#### Exercise
Sort through the entries below and pull out lines containing the word "fabs".

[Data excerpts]
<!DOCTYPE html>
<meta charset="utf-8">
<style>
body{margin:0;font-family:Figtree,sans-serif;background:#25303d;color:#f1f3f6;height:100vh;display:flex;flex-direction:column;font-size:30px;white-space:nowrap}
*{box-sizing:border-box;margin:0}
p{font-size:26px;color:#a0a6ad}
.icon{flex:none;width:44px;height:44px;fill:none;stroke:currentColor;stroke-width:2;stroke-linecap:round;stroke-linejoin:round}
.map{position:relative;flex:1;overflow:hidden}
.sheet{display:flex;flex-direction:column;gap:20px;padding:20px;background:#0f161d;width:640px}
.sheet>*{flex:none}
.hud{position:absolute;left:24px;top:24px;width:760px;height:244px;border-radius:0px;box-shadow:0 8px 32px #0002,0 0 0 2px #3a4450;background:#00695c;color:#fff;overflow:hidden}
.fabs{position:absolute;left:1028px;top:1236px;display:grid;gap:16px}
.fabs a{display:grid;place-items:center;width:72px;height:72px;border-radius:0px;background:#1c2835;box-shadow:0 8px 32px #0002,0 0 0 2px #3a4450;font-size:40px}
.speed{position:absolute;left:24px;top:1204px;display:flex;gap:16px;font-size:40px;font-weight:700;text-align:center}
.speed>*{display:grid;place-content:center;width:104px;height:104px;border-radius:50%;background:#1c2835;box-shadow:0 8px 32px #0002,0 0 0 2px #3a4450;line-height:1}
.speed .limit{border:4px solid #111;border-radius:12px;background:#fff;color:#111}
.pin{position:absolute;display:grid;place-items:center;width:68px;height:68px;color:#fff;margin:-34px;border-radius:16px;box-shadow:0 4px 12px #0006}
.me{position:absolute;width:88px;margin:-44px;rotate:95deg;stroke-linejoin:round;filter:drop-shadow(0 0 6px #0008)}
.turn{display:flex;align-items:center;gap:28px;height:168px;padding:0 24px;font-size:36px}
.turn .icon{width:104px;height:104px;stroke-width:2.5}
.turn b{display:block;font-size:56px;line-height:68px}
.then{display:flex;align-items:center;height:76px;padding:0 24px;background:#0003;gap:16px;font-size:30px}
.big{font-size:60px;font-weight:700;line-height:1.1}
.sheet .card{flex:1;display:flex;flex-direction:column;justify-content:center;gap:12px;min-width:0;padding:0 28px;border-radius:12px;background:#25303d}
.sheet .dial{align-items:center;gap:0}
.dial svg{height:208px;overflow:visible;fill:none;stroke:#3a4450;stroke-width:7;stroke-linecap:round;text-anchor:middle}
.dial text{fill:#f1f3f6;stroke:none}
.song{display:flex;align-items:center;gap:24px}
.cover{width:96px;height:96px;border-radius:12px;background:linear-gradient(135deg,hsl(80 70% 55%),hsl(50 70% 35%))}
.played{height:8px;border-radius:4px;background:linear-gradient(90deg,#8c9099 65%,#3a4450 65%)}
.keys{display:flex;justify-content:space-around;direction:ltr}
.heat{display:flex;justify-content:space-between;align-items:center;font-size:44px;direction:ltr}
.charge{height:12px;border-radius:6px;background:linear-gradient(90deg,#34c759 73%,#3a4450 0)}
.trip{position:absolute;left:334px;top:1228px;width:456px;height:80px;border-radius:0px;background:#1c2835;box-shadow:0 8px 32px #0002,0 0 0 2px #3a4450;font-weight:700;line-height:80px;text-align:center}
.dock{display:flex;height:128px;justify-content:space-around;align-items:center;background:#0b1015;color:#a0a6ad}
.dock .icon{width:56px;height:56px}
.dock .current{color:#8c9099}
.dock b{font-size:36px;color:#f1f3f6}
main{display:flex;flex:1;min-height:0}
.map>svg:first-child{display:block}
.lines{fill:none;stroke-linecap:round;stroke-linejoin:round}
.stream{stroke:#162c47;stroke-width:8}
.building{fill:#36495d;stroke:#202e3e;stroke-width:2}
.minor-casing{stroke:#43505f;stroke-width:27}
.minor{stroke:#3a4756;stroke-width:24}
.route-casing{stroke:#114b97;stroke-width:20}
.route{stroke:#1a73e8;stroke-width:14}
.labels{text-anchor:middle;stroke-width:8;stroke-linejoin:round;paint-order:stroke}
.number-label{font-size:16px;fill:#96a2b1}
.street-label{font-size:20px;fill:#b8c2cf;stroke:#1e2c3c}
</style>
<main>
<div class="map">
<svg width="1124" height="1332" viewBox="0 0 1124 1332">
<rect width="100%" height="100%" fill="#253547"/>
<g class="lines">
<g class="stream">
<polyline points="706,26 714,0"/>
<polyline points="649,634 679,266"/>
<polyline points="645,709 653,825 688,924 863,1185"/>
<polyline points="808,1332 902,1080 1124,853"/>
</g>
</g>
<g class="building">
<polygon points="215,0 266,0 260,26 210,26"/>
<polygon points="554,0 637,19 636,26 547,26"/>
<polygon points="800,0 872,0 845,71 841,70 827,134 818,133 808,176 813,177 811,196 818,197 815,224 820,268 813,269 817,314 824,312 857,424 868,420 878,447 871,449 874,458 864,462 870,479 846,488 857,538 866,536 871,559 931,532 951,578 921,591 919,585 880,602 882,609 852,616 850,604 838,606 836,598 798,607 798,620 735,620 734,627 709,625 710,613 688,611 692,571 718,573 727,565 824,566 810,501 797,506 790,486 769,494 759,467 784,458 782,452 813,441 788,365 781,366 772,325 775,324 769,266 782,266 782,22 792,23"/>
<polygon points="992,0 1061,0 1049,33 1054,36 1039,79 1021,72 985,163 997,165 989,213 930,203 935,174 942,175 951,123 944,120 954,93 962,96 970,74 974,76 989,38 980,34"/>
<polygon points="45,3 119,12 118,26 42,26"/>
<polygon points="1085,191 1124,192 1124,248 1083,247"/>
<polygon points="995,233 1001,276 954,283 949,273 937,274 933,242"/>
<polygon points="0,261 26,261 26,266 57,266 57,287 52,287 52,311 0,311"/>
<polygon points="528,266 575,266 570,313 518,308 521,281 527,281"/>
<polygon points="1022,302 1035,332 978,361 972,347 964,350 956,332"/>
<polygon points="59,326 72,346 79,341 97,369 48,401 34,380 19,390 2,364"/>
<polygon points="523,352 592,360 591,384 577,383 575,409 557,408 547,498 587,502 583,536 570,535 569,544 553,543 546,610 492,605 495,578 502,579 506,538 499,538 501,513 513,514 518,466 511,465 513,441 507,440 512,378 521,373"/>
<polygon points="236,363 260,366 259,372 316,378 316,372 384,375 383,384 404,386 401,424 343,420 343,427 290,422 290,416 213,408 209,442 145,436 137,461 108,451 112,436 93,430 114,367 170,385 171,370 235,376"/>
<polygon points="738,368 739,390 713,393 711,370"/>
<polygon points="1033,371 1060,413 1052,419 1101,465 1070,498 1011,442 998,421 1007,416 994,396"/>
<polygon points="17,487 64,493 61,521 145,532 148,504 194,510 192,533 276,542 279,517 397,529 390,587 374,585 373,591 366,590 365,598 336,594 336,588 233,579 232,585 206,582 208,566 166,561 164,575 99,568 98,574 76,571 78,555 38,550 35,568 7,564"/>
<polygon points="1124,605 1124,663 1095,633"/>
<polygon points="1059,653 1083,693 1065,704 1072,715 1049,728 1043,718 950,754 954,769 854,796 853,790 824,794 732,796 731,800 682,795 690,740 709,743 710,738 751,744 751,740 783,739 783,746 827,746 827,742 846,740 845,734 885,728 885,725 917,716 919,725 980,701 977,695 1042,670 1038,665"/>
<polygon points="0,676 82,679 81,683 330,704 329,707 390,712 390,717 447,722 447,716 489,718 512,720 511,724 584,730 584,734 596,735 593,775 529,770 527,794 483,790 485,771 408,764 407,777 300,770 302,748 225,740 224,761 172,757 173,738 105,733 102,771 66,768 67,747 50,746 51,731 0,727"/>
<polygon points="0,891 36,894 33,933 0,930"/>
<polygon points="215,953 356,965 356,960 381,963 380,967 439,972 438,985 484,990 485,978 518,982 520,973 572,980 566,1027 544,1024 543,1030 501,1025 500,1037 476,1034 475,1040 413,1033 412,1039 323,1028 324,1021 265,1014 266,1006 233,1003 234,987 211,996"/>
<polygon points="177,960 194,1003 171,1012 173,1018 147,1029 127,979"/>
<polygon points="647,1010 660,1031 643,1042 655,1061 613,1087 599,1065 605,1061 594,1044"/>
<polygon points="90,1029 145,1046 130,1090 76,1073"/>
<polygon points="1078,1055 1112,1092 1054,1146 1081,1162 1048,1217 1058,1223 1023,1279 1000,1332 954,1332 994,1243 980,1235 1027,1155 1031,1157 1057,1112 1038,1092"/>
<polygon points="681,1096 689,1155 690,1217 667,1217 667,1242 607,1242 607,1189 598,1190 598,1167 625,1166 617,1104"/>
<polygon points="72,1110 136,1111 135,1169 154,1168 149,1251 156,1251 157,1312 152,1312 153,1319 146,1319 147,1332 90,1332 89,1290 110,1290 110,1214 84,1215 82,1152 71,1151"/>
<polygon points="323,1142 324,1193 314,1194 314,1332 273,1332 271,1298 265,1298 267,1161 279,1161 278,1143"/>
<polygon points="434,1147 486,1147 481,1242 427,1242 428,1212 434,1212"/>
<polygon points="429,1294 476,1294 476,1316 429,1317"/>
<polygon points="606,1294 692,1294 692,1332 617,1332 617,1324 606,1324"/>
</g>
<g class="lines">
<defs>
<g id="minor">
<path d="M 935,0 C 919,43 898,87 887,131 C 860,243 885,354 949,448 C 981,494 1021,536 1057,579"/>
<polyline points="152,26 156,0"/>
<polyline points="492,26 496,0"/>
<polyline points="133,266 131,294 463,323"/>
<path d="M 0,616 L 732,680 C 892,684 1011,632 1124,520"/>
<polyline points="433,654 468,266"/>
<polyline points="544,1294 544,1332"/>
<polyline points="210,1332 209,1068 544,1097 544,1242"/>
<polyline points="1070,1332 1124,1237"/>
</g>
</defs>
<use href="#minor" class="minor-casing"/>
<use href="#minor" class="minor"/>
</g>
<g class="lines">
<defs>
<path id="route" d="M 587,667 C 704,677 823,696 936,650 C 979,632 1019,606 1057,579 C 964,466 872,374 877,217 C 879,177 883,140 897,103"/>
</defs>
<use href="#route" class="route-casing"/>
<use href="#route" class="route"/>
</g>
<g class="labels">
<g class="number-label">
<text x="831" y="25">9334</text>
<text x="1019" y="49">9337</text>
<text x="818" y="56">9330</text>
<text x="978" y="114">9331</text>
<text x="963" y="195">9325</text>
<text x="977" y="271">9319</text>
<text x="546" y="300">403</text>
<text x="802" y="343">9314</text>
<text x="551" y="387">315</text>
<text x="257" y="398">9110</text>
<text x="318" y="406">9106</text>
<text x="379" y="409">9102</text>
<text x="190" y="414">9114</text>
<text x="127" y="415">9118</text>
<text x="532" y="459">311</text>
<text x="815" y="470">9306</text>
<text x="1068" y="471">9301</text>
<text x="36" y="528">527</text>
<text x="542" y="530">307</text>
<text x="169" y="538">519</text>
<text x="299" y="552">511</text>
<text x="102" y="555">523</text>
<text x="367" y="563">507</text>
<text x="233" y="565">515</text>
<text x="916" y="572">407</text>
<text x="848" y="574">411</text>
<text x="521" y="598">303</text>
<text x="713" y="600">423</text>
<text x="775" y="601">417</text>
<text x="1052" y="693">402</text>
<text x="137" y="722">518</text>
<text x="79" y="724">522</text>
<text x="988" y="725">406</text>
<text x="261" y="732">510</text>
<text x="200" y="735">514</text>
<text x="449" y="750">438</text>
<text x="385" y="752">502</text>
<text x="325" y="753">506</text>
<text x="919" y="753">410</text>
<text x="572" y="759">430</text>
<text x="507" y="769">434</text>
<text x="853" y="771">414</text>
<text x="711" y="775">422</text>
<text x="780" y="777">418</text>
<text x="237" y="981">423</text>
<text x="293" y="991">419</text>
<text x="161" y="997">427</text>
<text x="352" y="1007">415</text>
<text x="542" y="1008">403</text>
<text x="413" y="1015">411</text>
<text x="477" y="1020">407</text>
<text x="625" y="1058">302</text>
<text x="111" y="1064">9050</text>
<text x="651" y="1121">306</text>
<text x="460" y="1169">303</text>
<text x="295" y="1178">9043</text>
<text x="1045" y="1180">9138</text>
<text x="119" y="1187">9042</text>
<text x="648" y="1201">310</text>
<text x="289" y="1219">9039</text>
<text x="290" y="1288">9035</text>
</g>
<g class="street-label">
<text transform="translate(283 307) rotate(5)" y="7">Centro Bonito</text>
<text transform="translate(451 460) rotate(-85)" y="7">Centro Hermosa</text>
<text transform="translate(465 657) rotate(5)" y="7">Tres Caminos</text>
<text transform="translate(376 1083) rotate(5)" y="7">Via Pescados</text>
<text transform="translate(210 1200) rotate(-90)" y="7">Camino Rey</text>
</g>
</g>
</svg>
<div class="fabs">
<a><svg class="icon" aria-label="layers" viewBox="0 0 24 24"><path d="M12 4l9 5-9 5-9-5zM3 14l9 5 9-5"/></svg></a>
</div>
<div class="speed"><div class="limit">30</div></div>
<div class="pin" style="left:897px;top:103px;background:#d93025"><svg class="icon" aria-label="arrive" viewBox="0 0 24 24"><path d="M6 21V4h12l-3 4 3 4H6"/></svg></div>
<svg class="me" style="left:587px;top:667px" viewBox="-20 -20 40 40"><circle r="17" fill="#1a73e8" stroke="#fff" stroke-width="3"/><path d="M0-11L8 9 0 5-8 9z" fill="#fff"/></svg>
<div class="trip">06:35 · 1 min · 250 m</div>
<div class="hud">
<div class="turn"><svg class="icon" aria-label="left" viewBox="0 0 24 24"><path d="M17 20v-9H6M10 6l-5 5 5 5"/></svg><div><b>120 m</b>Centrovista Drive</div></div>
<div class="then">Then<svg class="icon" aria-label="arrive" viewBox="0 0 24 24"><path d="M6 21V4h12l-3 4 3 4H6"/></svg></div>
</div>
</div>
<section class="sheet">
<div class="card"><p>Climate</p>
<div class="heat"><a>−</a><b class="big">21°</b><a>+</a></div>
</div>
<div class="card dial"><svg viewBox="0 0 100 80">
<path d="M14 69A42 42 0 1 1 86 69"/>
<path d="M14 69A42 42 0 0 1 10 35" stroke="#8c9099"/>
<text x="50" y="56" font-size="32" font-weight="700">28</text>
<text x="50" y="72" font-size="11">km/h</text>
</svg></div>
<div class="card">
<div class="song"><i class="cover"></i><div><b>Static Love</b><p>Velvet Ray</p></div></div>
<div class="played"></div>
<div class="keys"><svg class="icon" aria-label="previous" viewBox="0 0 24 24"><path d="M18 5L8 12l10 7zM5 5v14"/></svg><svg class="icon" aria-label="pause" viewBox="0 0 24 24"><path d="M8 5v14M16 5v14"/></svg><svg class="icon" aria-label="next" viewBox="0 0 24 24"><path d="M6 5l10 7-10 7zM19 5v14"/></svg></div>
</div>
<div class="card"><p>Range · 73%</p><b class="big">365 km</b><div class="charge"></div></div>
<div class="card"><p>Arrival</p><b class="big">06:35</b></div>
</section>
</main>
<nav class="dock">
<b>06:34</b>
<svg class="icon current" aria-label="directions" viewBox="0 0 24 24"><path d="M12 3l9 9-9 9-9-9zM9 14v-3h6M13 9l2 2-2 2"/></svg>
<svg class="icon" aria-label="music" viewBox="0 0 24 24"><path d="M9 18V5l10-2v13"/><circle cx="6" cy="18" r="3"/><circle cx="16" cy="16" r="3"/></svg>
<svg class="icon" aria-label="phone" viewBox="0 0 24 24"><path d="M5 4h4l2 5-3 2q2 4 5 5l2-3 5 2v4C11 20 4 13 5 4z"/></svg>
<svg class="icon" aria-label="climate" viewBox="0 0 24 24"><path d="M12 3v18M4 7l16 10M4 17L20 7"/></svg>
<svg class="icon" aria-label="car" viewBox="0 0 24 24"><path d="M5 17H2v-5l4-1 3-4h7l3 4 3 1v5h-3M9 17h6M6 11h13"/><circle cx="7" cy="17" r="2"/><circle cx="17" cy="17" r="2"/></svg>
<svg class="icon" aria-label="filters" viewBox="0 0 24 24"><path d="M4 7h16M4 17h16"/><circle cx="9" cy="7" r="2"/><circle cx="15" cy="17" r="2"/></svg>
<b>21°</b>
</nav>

#### Answer to the exercise
.fabs{position:absolute;left:1028px;top:1236px;display:grid;gap:16px}
.fabs a{display:grid;place-items:center;width:72px;height:72px;border-radius:0px;background:#1c2835;box-shadow:0 8px 32px #0002,0 0 0 2px #3a4450;font-size:40px}
<div class="fabs">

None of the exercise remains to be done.